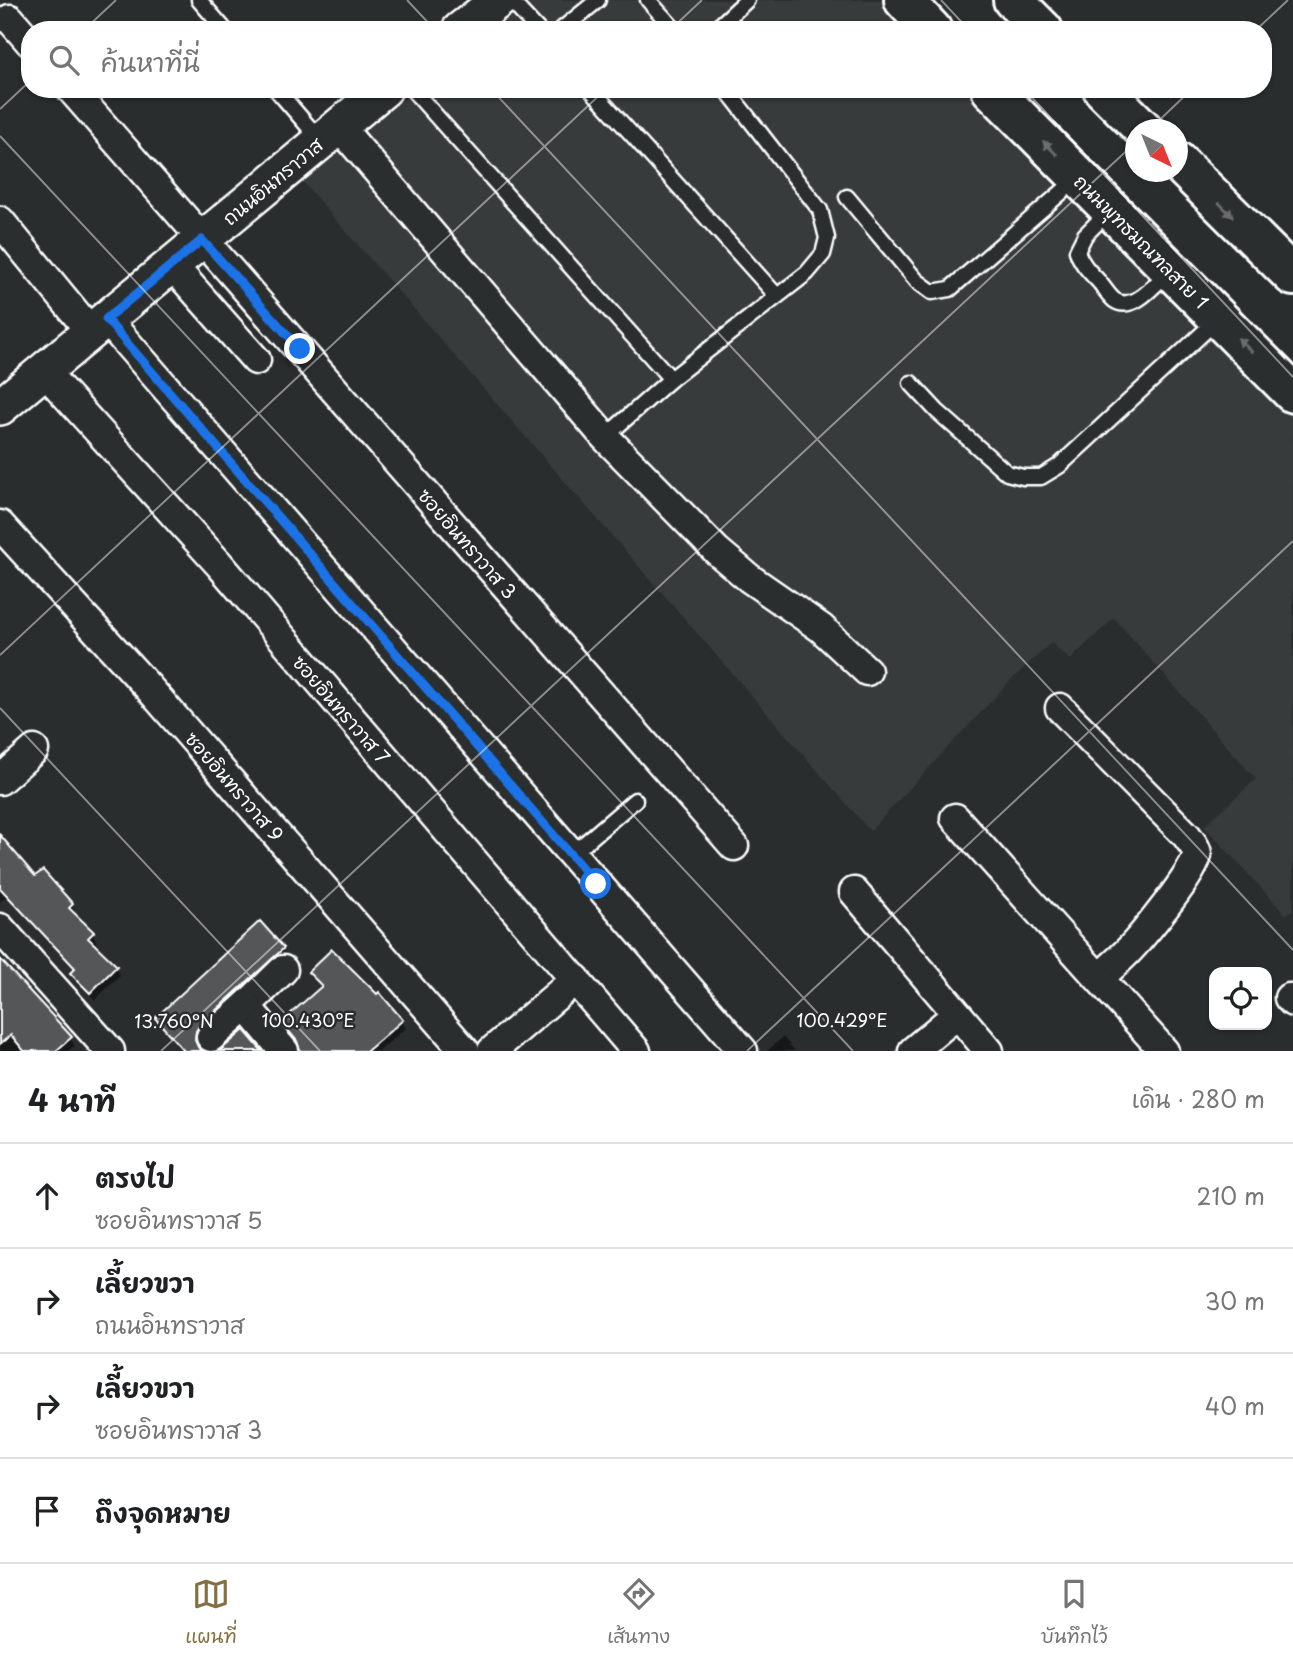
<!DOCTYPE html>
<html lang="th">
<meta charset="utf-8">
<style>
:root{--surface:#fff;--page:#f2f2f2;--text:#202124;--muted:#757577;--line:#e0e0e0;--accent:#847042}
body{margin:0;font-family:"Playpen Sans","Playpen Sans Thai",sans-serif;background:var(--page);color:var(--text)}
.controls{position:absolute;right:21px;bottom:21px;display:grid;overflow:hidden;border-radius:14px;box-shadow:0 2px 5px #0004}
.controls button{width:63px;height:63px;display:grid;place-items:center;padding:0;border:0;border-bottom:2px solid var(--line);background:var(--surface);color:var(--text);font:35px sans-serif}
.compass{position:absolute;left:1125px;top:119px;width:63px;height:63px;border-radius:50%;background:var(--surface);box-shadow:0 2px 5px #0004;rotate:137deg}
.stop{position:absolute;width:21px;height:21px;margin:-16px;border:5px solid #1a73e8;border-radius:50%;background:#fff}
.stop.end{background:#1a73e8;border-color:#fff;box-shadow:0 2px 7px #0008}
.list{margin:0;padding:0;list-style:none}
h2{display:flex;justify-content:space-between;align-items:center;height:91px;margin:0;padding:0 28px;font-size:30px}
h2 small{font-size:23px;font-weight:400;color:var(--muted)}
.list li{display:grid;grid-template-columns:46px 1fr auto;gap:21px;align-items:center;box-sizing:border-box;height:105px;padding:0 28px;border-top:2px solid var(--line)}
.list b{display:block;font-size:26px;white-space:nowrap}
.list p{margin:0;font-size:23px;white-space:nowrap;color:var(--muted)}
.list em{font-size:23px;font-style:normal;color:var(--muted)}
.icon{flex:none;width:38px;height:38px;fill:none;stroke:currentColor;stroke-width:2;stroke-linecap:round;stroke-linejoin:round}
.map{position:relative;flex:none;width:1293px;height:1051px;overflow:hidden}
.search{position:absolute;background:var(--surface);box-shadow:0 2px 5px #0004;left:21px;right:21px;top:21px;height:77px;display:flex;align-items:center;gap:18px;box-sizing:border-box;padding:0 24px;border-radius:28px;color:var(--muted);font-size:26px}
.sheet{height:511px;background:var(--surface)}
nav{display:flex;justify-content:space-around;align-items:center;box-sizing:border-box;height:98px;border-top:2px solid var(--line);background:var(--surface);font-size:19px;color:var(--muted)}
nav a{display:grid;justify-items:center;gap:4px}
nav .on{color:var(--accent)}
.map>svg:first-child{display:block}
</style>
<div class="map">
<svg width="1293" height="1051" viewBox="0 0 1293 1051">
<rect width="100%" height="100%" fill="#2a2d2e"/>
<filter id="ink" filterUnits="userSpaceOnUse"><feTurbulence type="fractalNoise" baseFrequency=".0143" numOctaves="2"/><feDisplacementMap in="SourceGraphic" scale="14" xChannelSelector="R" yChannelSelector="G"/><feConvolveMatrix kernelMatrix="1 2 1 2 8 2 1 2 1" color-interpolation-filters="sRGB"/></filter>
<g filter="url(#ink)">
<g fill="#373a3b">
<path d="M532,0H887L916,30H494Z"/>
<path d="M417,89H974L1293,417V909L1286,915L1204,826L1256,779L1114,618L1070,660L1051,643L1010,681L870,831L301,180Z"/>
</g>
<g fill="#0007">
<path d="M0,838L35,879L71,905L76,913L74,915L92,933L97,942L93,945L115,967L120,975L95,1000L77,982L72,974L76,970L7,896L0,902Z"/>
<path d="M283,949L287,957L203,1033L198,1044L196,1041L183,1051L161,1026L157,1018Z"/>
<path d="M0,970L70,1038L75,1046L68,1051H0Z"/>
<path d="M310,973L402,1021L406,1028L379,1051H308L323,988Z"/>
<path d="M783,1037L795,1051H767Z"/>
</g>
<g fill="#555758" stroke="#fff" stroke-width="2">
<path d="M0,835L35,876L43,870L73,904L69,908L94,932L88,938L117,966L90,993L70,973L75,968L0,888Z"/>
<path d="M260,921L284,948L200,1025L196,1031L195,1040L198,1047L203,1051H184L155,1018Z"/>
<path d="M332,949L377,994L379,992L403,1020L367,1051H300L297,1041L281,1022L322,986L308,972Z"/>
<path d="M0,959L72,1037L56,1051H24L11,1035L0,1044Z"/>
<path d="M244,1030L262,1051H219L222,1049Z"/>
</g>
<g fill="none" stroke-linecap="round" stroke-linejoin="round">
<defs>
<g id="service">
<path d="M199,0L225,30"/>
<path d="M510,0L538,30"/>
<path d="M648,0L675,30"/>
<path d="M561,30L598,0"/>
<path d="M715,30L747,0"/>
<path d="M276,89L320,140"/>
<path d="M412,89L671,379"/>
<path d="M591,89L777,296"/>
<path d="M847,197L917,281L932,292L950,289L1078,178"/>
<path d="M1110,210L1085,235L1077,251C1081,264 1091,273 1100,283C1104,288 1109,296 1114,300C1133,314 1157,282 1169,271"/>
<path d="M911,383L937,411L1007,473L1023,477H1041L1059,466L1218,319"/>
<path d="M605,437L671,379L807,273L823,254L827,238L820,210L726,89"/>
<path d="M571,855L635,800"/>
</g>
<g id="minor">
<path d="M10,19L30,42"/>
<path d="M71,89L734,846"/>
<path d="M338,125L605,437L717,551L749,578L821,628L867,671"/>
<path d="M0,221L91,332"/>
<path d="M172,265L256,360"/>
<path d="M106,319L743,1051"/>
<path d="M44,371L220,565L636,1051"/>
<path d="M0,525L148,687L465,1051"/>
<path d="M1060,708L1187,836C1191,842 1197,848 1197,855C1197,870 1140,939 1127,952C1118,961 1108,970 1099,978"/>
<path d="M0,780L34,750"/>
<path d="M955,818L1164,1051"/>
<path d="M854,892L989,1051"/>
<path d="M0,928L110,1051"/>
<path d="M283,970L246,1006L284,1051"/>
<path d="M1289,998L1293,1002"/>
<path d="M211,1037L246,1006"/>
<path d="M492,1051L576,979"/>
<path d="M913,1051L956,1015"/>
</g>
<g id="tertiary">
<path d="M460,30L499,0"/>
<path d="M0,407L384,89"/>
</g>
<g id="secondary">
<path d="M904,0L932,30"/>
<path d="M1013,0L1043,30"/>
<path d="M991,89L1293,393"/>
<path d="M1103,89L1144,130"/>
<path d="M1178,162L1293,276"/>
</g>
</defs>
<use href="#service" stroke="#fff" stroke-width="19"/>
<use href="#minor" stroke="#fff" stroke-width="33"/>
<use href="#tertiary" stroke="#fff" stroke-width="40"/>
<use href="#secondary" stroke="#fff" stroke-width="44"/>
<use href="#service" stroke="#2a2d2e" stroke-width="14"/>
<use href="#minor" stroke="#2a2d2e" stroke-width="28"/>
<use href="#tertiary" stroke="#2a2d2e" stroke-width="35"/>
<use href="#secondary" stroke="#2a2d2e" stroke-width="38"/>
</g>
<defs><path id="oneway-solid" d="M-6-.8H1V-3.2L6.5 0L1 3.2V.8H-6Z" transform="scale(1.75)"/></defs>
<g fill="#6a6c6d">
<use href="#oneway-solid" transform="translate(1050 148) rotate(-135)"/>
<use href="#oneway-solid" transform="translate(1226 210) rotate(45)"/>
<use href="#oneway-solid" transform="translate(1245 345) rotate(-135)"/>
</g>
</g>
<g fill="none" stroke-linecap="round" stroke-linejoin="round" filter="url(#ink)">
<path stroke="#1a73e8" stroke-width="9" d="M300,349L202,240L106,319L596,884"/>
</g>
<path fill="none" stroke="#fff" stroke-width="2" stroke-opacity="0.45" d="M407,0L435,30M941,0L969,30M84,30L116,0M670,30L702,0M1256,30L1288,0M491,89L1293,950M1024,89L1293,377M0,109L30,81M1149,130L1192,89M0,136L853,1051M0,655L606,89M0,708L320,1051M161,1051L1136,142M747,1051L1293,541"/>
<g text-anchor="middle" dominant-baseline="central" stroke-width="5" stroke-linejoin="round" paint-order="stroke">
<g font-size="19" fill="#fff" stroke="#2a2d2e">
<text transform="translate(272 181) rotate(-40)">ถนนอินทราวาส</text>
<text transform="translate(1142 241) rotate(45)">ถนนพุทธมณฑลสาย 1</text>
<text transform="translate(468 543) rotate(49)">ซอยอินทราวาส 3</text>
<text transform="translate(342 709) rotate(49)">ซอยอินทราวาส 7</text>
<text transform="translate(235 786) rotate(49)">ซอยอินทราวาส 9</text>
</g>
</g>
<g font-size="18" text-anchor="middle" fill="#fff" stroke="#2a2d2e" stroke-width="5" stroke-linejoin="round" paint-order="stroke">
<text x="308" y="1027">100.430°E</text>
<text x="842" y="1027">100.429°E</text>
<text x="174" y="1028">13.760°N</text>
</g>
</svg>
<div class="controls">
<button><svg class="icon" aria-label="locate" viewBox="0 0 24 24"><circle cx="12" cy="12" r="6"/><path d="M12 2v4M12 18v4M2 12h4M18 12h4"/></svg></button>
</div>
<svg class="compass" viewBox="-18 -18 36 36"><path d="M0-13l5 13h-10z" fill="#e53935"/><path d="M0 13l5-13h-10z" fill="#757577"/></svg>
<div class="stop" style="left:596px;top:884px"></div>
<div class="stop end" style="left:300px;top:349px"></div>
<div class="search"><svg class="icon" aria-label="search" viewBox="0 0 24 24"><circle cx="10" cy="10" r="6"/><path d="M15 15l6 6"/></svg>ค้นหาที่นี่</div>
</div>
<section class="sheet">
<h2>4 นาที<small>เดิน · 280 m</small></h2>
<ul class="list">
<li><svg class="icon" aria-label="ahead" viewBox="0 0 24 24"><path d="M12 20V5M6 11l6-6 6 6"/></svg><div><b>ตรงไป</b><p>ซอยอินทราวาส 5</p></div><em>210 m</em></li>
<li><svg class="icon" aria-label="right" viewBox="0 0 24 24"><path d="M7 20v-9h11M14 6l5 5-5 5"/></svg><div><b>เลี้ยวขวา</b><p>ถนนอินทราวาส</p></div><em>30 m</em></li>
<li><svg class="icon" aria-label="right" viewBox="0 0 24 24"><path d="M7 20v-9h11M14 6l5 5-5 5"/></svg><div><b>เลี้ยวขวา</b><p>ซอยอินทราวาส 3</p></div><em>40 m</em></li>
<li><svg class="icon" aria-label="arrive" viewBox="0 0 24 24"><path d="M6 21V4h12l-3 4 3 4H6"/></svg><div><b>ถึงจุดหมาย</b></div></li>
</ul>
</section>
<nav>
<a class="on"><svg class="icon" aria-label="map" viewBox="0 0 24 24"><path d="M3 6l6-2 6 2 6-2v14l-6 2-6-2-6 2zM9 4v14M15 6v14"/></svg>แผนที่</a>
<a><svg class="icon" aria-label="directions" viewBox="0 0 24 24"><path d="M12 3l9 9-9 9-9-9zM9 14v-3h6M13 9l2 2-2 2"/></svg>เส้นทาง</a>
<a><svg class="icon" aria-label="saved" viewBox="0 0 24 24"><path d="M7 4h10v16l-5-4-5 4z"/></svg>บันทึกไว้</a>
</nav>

(What is needed): Copy out each line of the entries where the word "accent" is found.

(Exercise answer):
:root{--surface:#fff;--page:#f2f2f2;--text:#202124;--muted:#757577;--line:#e0e0e0;--accent:#847042}
nav .on{color:var(--accent)}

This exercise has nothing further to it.